Start of Block

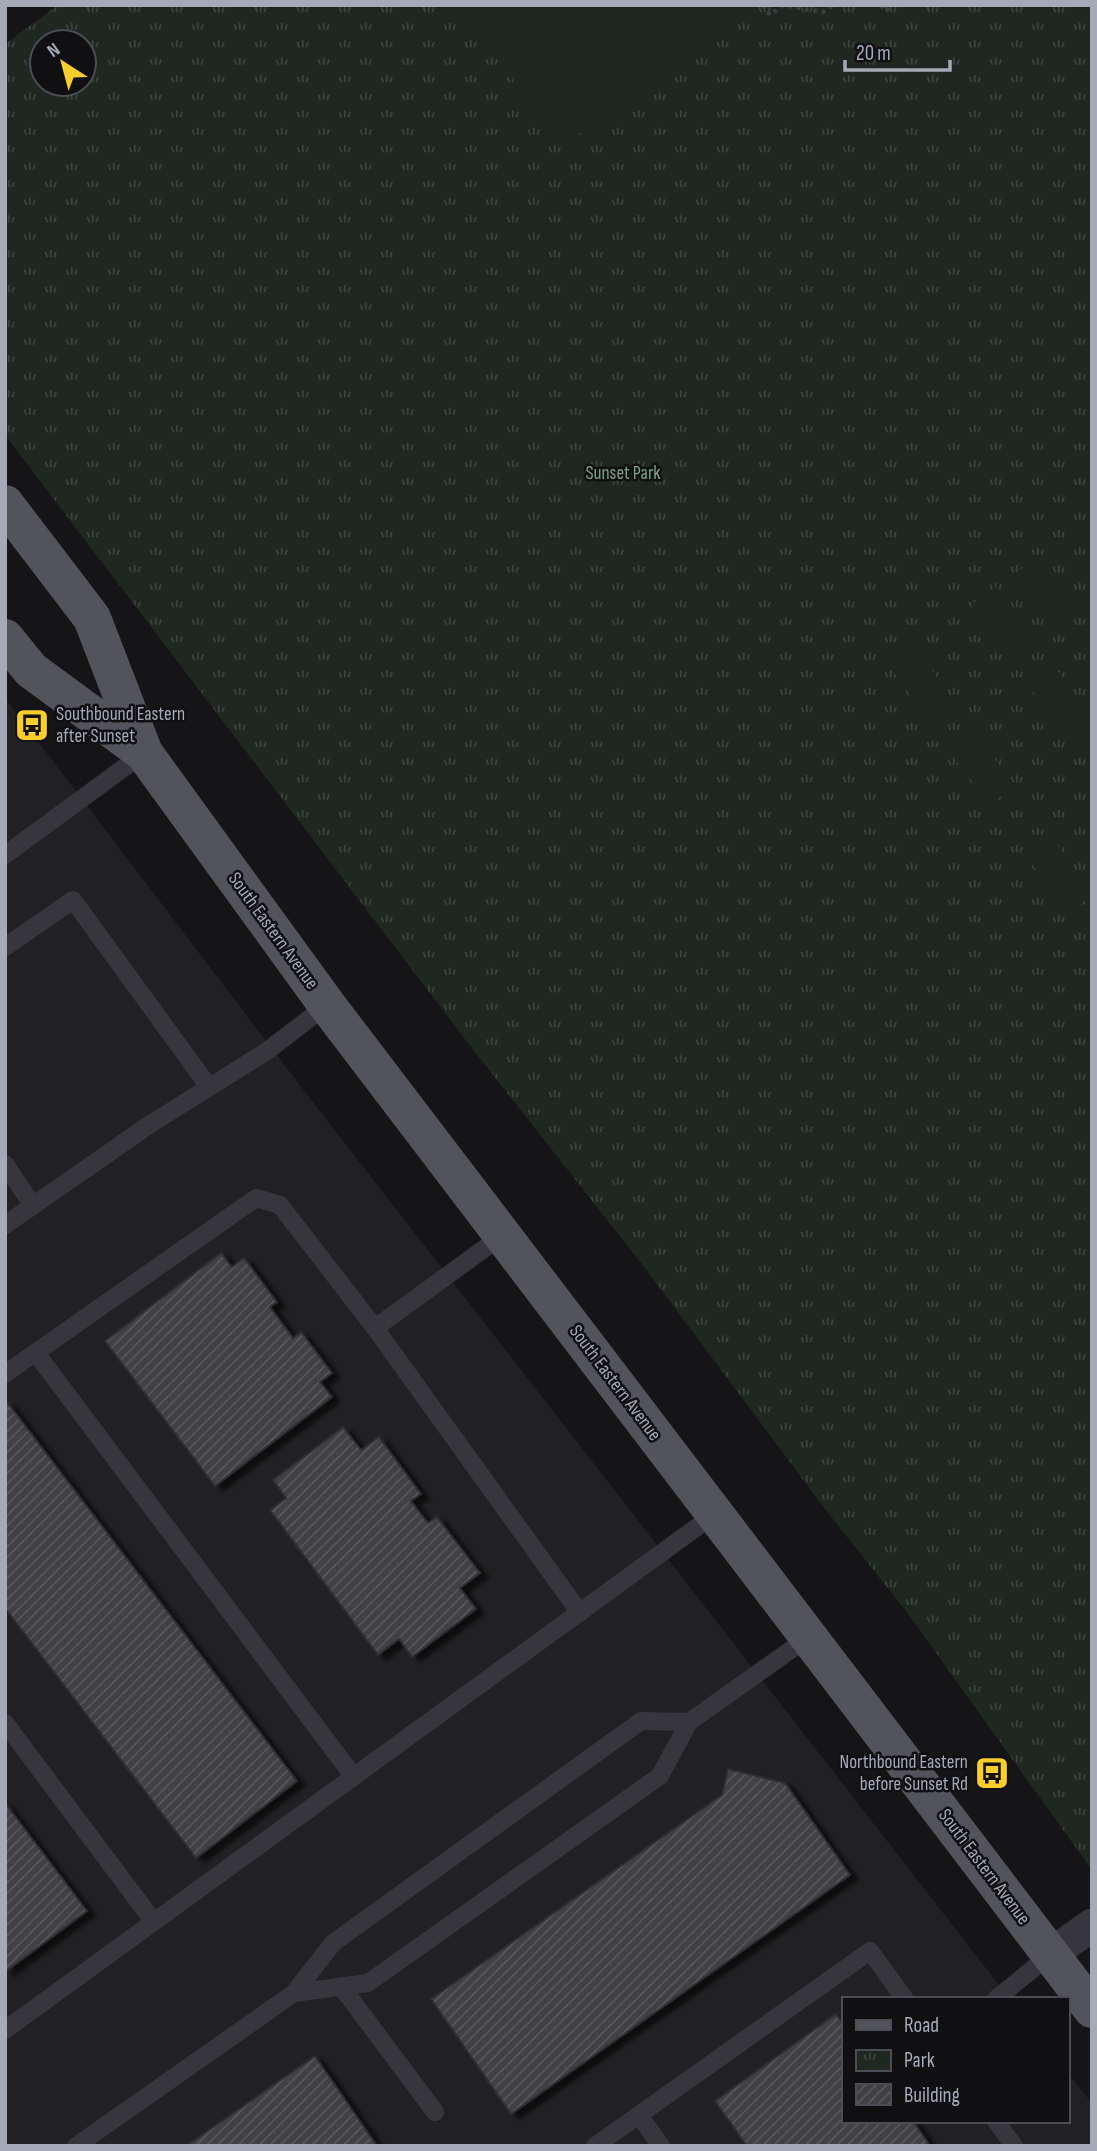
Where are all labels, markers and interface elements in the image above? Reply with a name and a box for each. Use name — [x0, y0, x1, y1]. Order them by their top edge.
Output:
north arrow — [28, 28, 98, 98]
scale bar — [845, 28, 950, 72]
text: N — [43, 38, 65, 63]
text: 20 m — [856, 41, 891, 66]
park label: Sunset Park — [585, 462, 661, 485]
place label: Southbound Eastern after Sunset — [56, 703, 185, 748]
bus stop icon: Southbound Eastern after Sunset — [13, 706, 51, 744]
street label: South Eastern Avenue — [223, 868, 323, 994]
street label: South Eastern Avenue — [564, 1321, 666, 1445]
place label: Northbound Eastern before Sunset Rd — [839, 1751, 968, 1796]
bus stop icon: Northbound Eastern before Sunset Rd — [973, 1754, 1011, 1792]
street label: South Eastern Avenue — [933, 1805, 1035, 1929]
legend — [842, 1997, 1069, 2123]
text: Road — [904, 2013, 939, 2038]
text: Park — [904, 2048, 935, 2073]
text: Building — [904, 2083, 960, 2108]

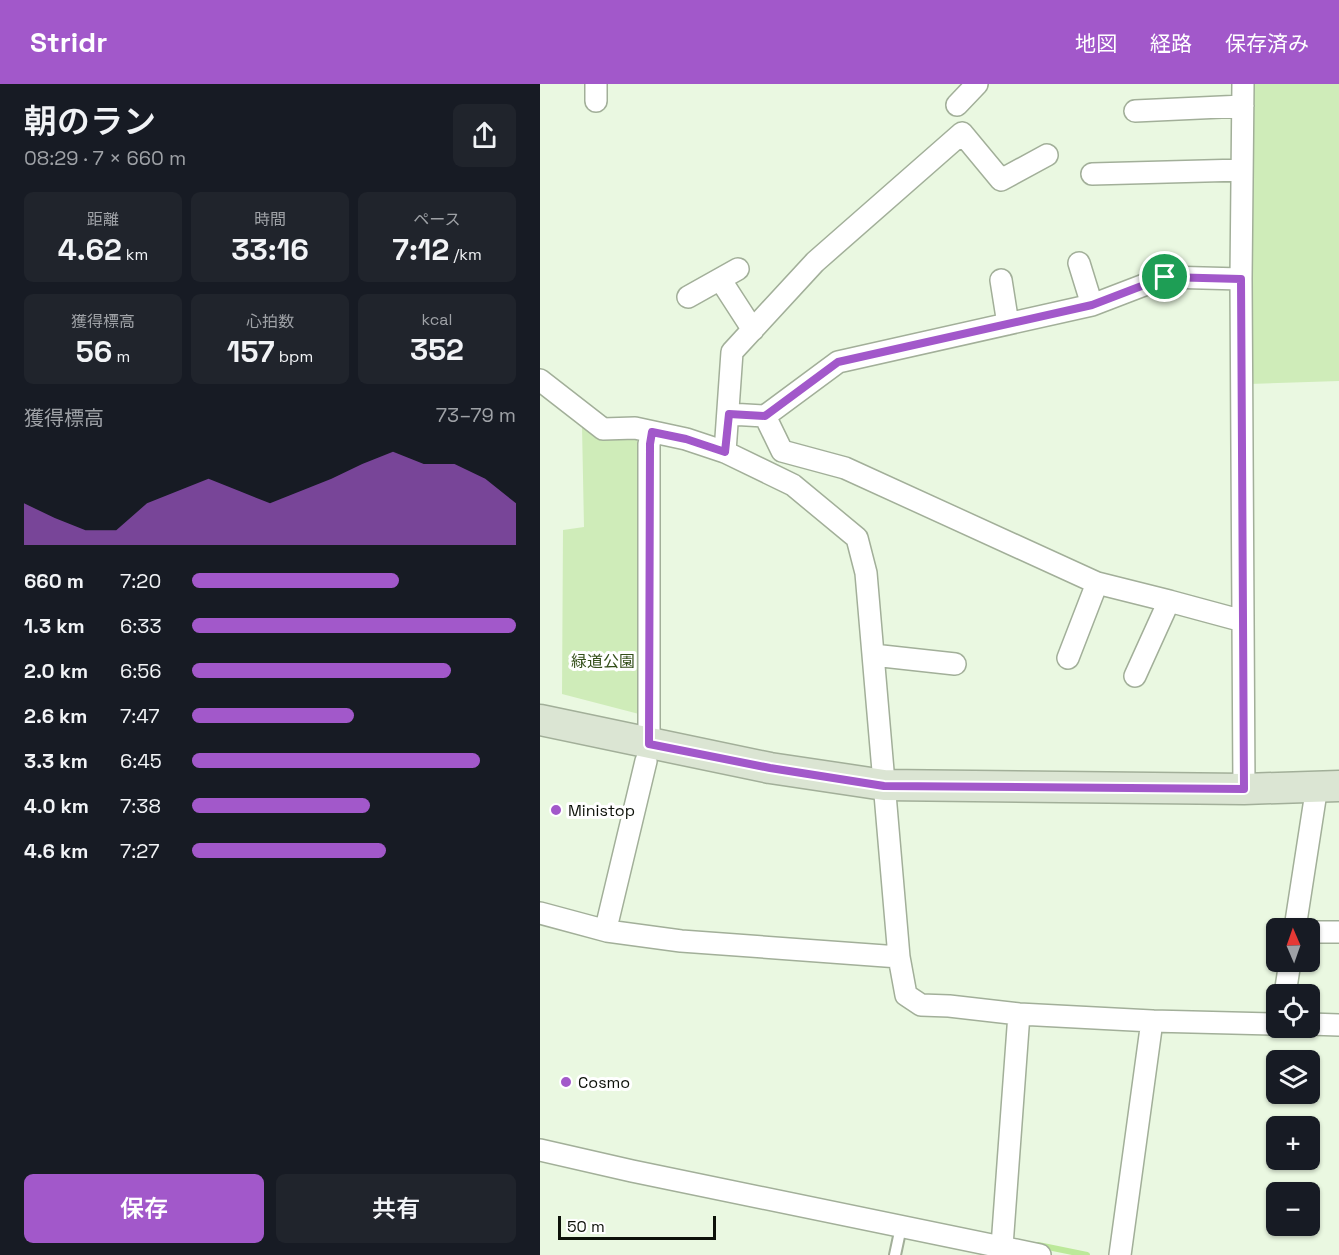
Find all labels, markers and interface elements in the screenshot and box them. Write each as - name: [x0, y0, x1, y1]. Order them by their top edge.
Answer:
- text: Stridr: [30, 24, 107, 60]
- text: 地図: [1075, 30, 1117, 57]
- text: 経路: [1150, 30, 1192, 57]
- text: 保存済み: [1225, 30, 1309, 57]
- text: 朝のラン: [24, 101, 156, 143]
- button: share: [453, 104, 516, 167]
- text: 08:29 · 7 × 660 m: [24, 145, 186, 171]
- text: 距離: [87, 209, 119, 230]
- text: 時間: [254, 209, 286, 230]
- text: ペース: [413, 209, 461, 230]
- text: 4.62: [58, 230, 122, 269]
- text: 33:16: [231, 230, 309, 269]
- text: 7:12: [392, 230, 449, 269]
- text: km: [122, 244, 148, 265]
- text: /km: [449, 244, 482, 265]
- pin: [1139, 251, 1190, 302]
- icon: arrive: [1148, 260, 1181, 293]
- text: kcal: [422, 309, 452, 330]
- text: 獲得標高: [71, 311, 135, 332]
- text: 心拍数: [246, 311, 294, 332]
- text: 352: [410, 330, 464, 369]
- text: 56: [76, 332, 112, 371]
- text: 157: [227, 332, 275, 371]
- text: m: [112, 346, 130, 367]
- text: bpm: [275, 346, 313, 367]
- text: 73–79 m: [436, 402, 516, 428]
- text: 獲得標高: [24, 405, 104, 431]
- text: 660 m: [24, 568, 84, 594]
- text: 7:20: [120, 568, 161, 594]
- text: 1.3 km: [24, 613, 85, 639]
- text: 6:33: [120, 613, 161, 639]
- park label: 緑道公園: [571, 651, 635, 672]
- text: 2.0 km: [24, 658, 88, 684]
- text: 6:56: [120, 658, 162, 684]
- text: 2.6 km: [24, 703, 87, 729]
- text: 7:47: [120, 703, 159, 729]
- text: 3.3 km: [24, 748, 88, 774]
- text: 6:45: [120, 748, 162, 774]
- text: 4.0 km: [24, 793, 89, 819]
- text: 7:38: [120, 793, 161, 819]
- place label: Ministop: [568, 800, 635, 821]
- marker: Ministop: [549, 803, 563, 817]
- text: 4.6 km: [24, 838, 88, 864]
- text: 7:27: [120, 838, 160, 864]
- north arrow: [1266, 918, 1320, 972]
- map controls: [1266, 918, 1320, 1236]
- button: locate: [1266, 984, 1320, 1038]
- button: layers: [1266, 1050, 1320, 1104]
- place label: Cosmo: [578, 1072, 630, 1093]
- marker: Cosmo: [559, 1075, 573, 1089]
- button: +: [1266, 1116, 1320, 1170]
- button: 保存: [24, 1174, 264, 1243]
- button: 共有: [276, 1174, 516, 1243]
- button: −: [1266, 1182, 1320, 1236]
- scale bar: [558, 1213, 716, 1240]
- text: 50 m: [567, 1216, 605, 1237]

End of Block

- Aim of the task:
The material above must be reproduced line for line, with the images omitted.

- Exercise response:
Where are all labels, markers and interface elements in the image above? Reply with a name and a box for each. Use name — [x0, y0, x1, y1]. Order them by their top edge.
Output:
north arrow — [28, 28, 98, 98]
scale bar — [845, 28, 950, 72]
text: N — [43, 38, 65, 63]
text: 20 m — [856, 41, 891, 66]
park label: Sunset Park — [585, 462, 661, 485]
place label: Southbound Eastern after Sunset — [56, 703, 185, 748]
bus stop icon: Southbound Eastern after Sunset — [13, 706, 51, 744]
street label: South Eastern Avenue — [223, 868, 323, 994]
street label: South Eastern Avenue — [564, 1321, 666, 1445]
place label: Northbound Eastern before Sunset Rd — [839, 1751, 968, 1796]
bus stop icon: Northbound Eastern before Sunset Rd — [973, 1754, 1011, 1792]
street label: South Eastern Avenue — [933, 1805, 1035, 1929]
legend — [842, 1997, 1069, 2123]
text: Road — [904, 2013, 939, 2038]
text: Park — [904, 2048, 935, 2073]
text: Building — [904, 2083, 960, 2108]

Find all labels, markers and interface elements in the screenshot and box them. Write each as - name: [x0, y0, x1, y1]. Order them by their top edge.
Answer:
- text: Stridr: [30, 24, 107, 60]
- text: 地図: [1075, 30, 1117, 57]
- text: 経路: [1150, 30, 1192, 57]
- text: 保存済み: [1225, 30, 1309, 57]
- text: 朝のラン: [24, 101, 156, 143]
- button: share: [453, 104, 516, 167]
- text: 08:29 · 7 × 660 m: [24, 145, 186, 171]
- text: 距離: [87, 209, 119, 230]
- text: 時間: [254, 209, 286, 230]
- text: ペース: [413, 209, 461, 230]
- text: 4.62: [58, 230, 122, 269]
- text: 33:16: [231, 230, 309, 269]
- text: 7:12: [392, 230, 449, 269]
- text: km: [122, 244, 148, 265]
- text: /km: [449, 244, 482, 265]
- pin: [1139, 251, 1190, 302]
- icon: arrive: [1148, 260, 1181, 293]
- text: kcal: [422, 309, 452, 330]
- text: 獲得標高: [71, 311, 135, 332]
- text: 心拍数: [246, 311, 294, 332]
- text: 352: [410, 330, 464, 369]
- text: 56: [76, 332, 112, 371]
- text: 157: [227, 332, 275, 371]
- text: m: [112, 346, 130, 367]
- text: bpm: [275, 346, 313, 367]
- text: 73–79 m: [436, 402, 516, 428]
- text: 獲得標高: [24, 405, 104, 431]
- text: 660 m: [24, 568, 84, 594]
- text: 7:20: [120, 568, 161, 594]
- text: 1.3 km: [24, 613, 85, 639]
- text: 6:33: [120, 613, 161, 639]
- park label: 緑道公園: [571, 651, 635, 672]
- text: 2.0 km: [24, 658, 88, 684]
- text: 6:56: [120, 658, 162, 684]
- text: 2.6 km: [24, 703, 87, 729]
- text: 7:47: [120, 703, 159, 729]
- text: 3.3 km: [24, 748, 88, 774]
- text: 6:45: [120, 748, 162, 774]
- text: 4.0 km: [24, 793, 89, 819]
- text: 7:38: [120, 793, 161, 819]
- place label: Ministop: [568, 800, 635, 821]
- marker: Ministop: [549, 803, 563, 817]
- text: 4.6 km: [24, 838, 88, 864]
- text: 7:27: [120, 838, 160, 864]
- north arrow: [1266, 918, 1320, 972]
- map controls: [1266, 918, 1320, 1236]
- button: locate: [1266, 984, 1320, 1038]
- button: layers: [1266, 1050, 1320, 1104]
- place label: Cosmo: [578, 1072, 630, 1093]
- marker: Cosmo: [559, 1075, 573, 1089]
- button: +: [1266, 1116, 1320, 1170]
- button: 保存: [24, 1174, 264, 1243]
- button: 共有: [276, 1174, 516, 1243]
- button: −: [1266, 1182, 1320, 1236]
- scale bar: [558, 1213, 716, 1240]
- text: 50 m: [567, 1216, 605, 1237]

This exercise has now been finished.